With more superheroes, more action and more stuff blowing up than ever before, X-Men: The Last Stand has the climactic oomph that suggests a finale, though not the gravitas to suggest a resolution. The series, started by director Bryan Singer in 2000, and continued in his impressive 2003 follow up, is not quite like anything else in the comics-to-movies world -- an ensemble superhero movie that is more about social issues (and wigs and prosthetics) than about heroics. Though this third film, directed by the ham-handed Brett Ratner ( Rush Hour), slides into overstuffed narrative complication and self-parodying quippiness, the pop mythology remains intact, even vital.

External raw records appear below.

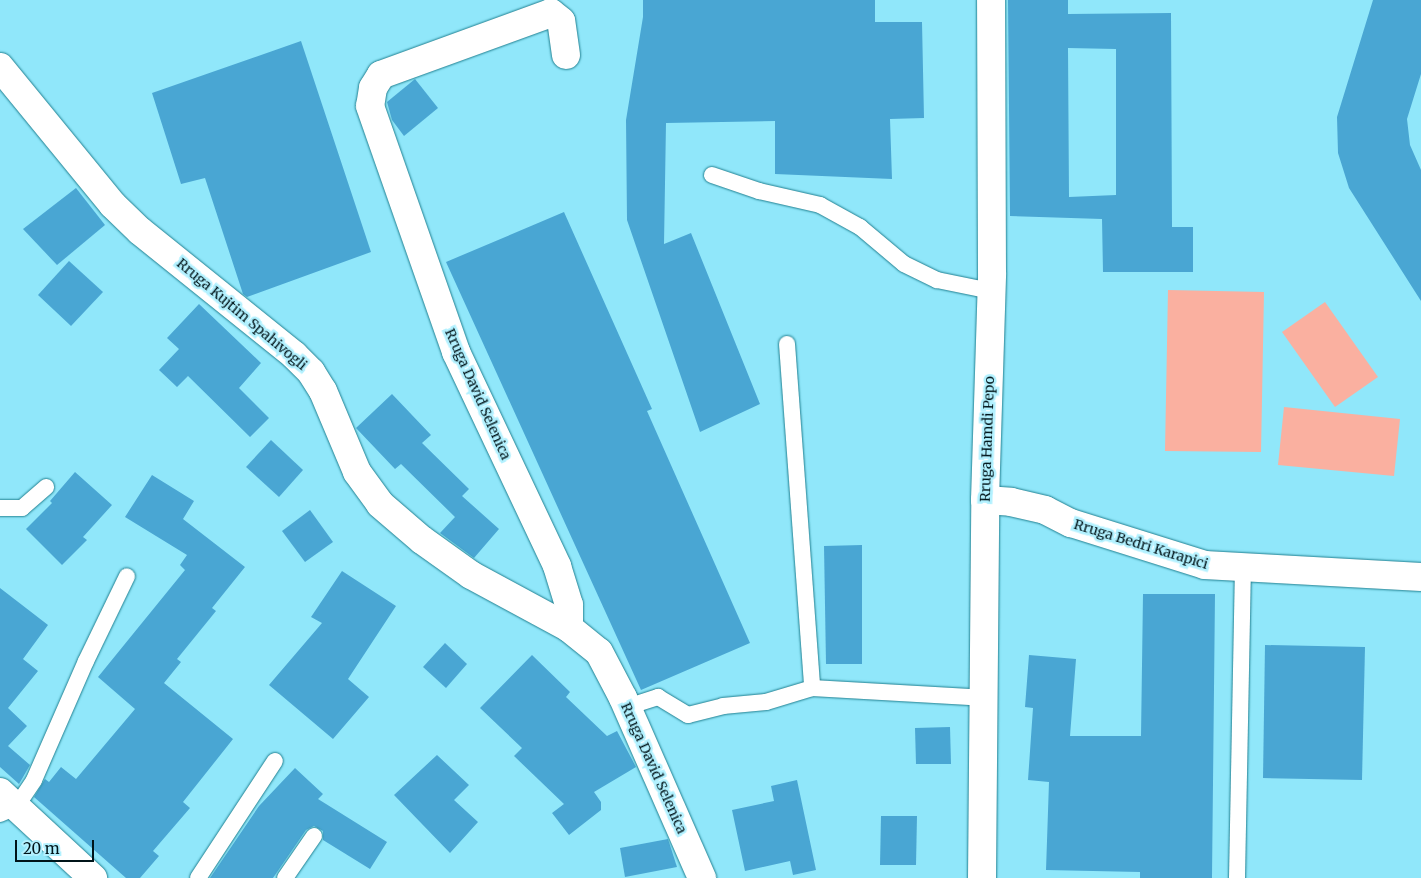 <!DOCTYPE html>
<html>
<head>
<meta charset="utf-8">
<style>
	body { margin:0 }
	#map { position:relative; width:1421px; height:878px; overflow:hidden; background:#90e7fa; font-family:Merriweather,serif }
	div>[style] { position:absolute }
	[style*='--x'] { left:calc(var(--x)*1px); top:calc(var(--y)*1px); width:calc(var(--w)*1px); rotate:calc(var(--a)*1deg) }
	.green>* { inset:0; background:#fab0a0 }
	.building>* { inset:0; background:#49a6d3 }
	.roads { filter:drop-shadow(0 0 1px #218091) drop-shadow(0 0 1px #218091) }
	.lane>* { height:16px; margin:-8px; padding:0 8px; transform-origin:8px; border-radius:8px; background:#fff }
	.street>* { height:28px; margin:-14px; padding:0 14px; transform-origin:14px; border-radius:14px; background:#fff }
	span { translate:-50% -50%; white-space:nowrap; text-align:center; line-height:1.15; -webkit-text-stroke:5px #b2f1ff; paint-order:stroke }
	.street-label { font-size:14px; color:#001419 }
	.scale { position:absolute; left:15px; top:840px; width:79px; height:22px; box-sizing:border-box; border:2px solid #001419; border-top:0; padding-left:6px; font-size:15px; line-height:18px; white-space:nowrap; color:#001419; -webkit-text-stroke:4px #b2f1ff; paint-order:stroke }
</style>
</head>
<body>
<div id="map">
	<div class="green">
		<div style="clip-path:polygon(1168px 290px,1264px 292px,1261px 452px,1165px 451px)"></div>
		<div style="clip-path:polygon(1325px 302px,1378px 377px,1335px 407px,1282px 332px)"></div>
		<div style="clip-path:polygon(1284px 407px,1400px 419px,1394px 476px,1278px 465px)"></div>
	</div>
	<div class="building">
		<div style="clip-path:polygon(643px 0,875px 0,875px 22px,922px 22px,924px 118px,890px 119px,892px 179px,775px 174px,775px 121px,666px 123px,664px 244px,691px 233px,760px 404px,700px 432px,627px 220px,626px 120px,643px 17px)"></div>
		<div style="clip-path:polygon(evenodd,1008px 0,1068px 0,1068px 14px,1171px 13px,1172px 227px,1193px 227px,1193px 272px,1103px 272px,1102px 219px,1010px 216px,1008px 0,1068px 48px,1116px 49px,1116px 195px,1069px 197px,1068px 48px)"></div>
		<div style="clip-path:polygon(1373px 0,1421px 0,1421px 74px,1407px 119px,1410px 145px,1421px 170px,1421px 301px,1349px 188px,1338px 153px,1337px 117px)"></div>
		<div style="clip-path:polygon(301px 41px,371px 252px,247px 297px,243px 294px,205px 178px,181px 184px,152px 93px)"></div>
		<div style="clip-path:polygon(415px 79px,438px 108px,404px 136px,392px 120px,387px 102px)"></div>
		<div style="clip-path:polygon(76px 188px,105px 225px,57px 265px,23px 229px)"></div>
		<div style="clip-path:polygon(564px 212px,652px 409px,647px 411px,750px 643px,641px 690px,446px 262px)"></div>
		<div style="clip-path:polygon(69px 261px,103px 292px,71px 326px,38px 295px)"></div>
		<div style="clip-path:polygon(199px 304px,261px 363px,239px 388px,269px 418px,250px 437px,188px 376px,177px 387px,159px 370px,179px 349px,167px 338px)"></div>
		<div style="clip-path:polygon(392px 394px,431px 435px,422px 443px,469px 489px,462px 496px,499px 529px,474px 558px,440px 533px,455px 517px,401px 464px,395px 469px,356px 428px)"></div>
		<div style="clip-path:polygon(271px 440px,303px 470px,279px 497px,246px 467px)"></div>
		<div style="clip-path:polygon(75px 472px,112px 505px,83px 537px,87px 540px,62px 565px,26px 529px,52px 503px,50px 501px)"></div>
		<div style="clip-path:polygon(152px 475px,194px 501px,183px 519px,245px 567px,212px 608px,216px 611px,177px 659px,181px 662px,164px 683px,233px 739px,183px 802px,190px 808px,153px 851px,159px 856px,140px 878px,126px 878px,34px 797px,45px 779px,49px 782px,61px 767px,76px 779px,135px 709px,98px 677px,185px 570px,180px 565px,187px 555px,125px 517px)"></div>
		<div style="clip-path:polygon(310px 510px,333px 542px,305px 562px,282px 531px)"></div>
		<div style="clip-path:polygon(862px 545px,862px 664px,826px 664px,824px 546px)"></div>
		<div style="clip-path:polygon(342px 571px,396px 606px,348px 679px,369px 697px,333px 739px,269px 685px,322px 623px,311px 617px)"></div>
		<div style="clip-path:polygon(0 588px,48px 625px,23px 659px,38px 671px,8px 708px,27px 726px,8px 746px,30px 765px,19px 784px,0 767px)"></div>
		<div style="clip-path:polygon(1143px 594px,1215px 594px,1212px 878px,1140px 878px,1140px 872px,1046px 870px,1049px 782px,1028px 780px,1033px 708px,1025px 707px,1029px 655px,1076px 659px,1070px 736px,1141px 736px)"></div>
		<div style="clip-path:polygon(445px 643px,467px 664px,446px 688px,423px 667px)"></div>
		<div style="clip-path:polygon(1265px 645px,1365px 647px,1362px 780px,1263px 778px)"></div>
		<div style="clip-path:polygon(532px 655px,570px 692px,566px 697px,607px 736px,617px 731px,636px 767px,594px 792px,601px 802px,601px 810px,569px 835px,552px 813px,564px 804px,514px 756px,522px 748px,480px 708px)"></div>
		<div style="clip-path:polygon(950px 727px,951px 764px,916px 764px,915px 728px)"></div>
		<div style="clip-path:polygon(437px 755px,469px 785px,454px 800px,478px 822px,450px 853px,394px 795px)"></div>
		<div style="clip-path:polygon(295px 768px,323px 794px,318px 799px,387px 842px,370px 869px,323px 840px,323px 831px,314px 826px,306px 830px,273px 878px,210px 878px,259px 806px)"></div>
		<div style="clip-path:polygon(797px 780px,816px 870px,793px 875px,790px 861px,745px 871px,732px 810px,774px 801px,771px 786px)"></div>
		<div style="clip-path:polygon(881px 816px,917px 816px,916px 865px,880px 865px)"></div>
		<div style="clip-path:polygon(668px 839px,677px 867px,625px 877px,620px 848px)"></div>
	</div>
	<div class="roads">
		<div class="lane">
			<div style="--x:712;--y:175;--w:50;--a:18.8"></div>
			<div style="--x:759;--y:191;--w:63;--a:12.9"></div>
			<div style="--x:820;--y:205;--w:46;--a:28.8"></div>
			<div style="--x:860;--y:227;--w:57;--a:40.1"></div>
			<div style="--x:904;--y:264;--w:37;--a:26"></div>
			<div style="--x:937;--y:280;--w:55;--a:11.5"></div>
			<div style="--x:787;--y:344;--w:345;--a:85.8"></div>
			<div style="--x:0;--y:508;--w:22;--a:0"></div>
			<div style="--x:22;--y:508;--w:32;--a:-41"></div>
			<div style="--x:627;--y:707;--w:33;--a:-18"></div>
			<div style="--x:658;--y:697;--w:35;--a:31"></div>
			<div style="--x:688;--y:715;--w:36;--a:-14"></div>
			<div style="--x:723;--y:706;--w:43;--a:-5.3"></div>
			<div style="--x:766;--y:702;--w:48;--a:-16.9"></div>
			<div style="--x:812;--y:688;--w:171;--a:3.3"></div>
			<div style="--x:0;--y:814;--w:17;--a:-24"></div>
			<div style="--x:16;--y:807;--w:32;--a:-56"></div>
			<div style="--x:34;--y:780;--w:130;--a:-66.4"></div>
			<div style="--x:86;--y:661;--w:94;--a:-64.2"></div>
			<div style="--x:198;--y:878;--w:140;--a:-56.7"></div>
			<div style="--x:285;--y:878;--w:51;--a:-55.4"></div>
			<div style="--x:1237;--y:878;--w:310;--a:-88.9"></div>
		</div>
		<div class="street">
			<div style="--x:566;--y:55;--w:34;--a:-98"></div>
			<div style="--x:561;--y:21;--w:13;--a:-141"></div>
			<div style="--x:551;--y:13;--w:181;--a:160"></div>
			<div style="--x:381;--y:75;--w:15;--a:122"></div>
			<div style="--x:373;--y:88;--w:18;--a:99"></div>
			<div style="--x:370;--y:106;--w:261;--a:70.7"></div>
			<div style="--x:456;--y:352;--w:237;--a:64.7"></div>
			<div style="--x:557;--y:566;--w:41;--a:72.9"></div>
			<div style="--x:569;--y:605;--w:23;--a:90"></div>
			<div style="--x:0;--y:67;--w:178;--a:50.7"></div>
			<div style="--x:113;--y:205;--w:37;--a:44"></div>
			<div style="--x:140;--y:231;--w:198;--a:38.8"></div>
			<div style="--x:294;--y:355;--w:24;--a:45"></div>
			<div style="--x:311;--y:372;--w:22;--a:58"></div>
			<div style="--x:323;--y:391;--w:88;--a:67.2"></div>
			<div style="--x:357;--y:472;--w:39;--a:54"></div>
			<div style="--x:380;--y:504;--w:55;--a:40.6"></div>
			<div style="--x:422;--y:540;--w:60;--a:35.5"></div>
			<div style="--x:471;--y:575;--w:111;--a:28.4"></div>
			<div style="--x:569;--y:628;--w:38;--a:39"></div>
			<div style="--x:599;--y:652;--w:52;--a:62.4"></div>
			<div style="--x:623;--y:698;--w:197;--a:66.3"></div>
			<div style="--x:985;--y:500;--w:26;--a:4"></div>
			<div style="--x:1011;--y:502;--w:35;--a:13"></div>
			<div style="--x:1045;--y:510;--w:29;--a:27"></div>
			<div style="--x:1071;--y:523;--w:140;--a:17.4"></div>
			<div style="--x:1205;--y:565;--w:216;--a:3.2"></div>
			<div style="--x:0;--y:792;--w:127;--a:42.8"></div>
			<div style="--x:982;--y:878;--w:378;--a:-89.5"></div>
			<div style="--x:985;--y:500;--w:227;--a:-88.2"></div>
			<div style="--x:992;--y:273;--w:273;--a:-90.2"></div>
		</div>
	</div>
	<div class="street-label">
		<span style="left:242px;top:314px;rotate:40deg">Rruga Kujtim Spahivogli</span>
		<span style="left:478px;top:394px;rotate:66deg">Rruga David Selenica</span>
		<span style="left:987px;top:439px;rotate:-88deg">Rruga Hamdi Pepo</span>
		<span style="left:1141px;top:544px;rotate:17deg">Rruga Bedri Karapici</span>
		<span style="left:654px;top:768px;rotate:66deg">Rruga David Selenica</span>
	</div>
	<div class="scale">20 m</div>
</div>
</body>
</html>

X-Men has always been casual, even anarchic, in hewing to the laws of physics or narrative logic. The twin poles are Patrick Stewart and Ian McKellen, the two Royal Shakespeare Company veterans, who use their polished baritones to makepreposterous declarations sound almost plausible. They are assisted by the architectonic sets and a rotating cast of superhero skills: those with porcupine quills, wings, sword fingers, those who walk through walls and those who knock them down. And, of course, there's Rebecca Romijn's Mystique, a woman capable of assuming any human shape who prefers to walk around mostly naked and painted blue. The result is a kind of attention-deficit movie-making, where the busy parade of costumes, characters and cameos provides a constant source of diversion without wasting our time with dramatic filler between the action sequences. Given what passes for drama in most action films, this is not entirely a bad thing.
In any case, X-Men has always been more about issues than characters, with vestiges of its 1960s history, when Stan Lee created it as a mirror of the civil-rights movement. Led by the bald and brave Professor Charles Xavier (Stewart), the gang of misfits around Xavier's School for Gifted Youngsters battle anti-mutant discrimination and Bush-administration-like intrusions of government authority.
This time, the issue is a discovery of a "cure" for mutancy, which will turn these near-gods to diminished mortals. "You can't cure being a mutant -- there's nothing to cure," protests Halle Berry's Storm, stealing from the gay-rights primer.
At the same time, the good mutants must stop the radical bad mutants led by McKellen's Magneto, who, in the current incarnation has transformed from simply misguided to a campy version of Osama bin Laden, a narcissistic terrorist who issues gloating videotapes to rouse his followers and taunt his enemies.
The core group -- Hugh Jackman's Wolverine, Berry's Storm, Famke Janssen's Jean Grey, Anna Paquin's Rogue -- are all given their brief slices of screen time for their rivalries and intrigues with other mutants. This may cause astute fans of the franchise to wonder: Wasn't Jean Grey deeply and unqualifiedly dead in the last movie?
Well now she's back, or rather, her suppressed alter-ego, Phoenix, a woman of powerful sexual and destructive impulses, has arisen inside her. Poor Jean/Phoenix stands, her coppery hair blowing in the breeze as she wears the worried look of someone who might have left the kettle on, while the world explodes around her. This makes romance with the lusty Wolverine difficult, nor does she trust Charles Xavier. Naturally, the wily Magneto co-opts her for his side as his personal weapon of mass destruction, to accompany a new batch of mutants. Then, in a showy display, Magneto relocates the Golden Gate Bridge so that it serves as a ramp to Alcatraz, where the "cure" in the form of a messianic boy child (Cameron Bright) is being held.
In the busy final standoff a whole new batch of mutants on each side show their skills, with Aaron Stanford's Pyro and Vinnie Jones's Juggernaut on the bad mutants side, with the angelic winged Ben Foster and callow Ellen Page as a girl who can walk through walls. Surely some of these characters must make a return in future incarnations?
Most notably, there's Kelsey Grammer, dressed up as the blue and hairy mutant-to-human diplomat, who makes an appearance as Henry McCoy aka Beast. Finally, it seems Grammer has found a role that doesn't make you think of Frasier Crane (though given the chaotic logic of X-Men, you could easily see him vanquishing his enemies by performing Three Little Maids from School Are We from The Mikado). Unexpectedly, he's the same blue shade as Romijn's statuesque Mystique, though the possibility they are of the same species, either mutant or human, seems remote.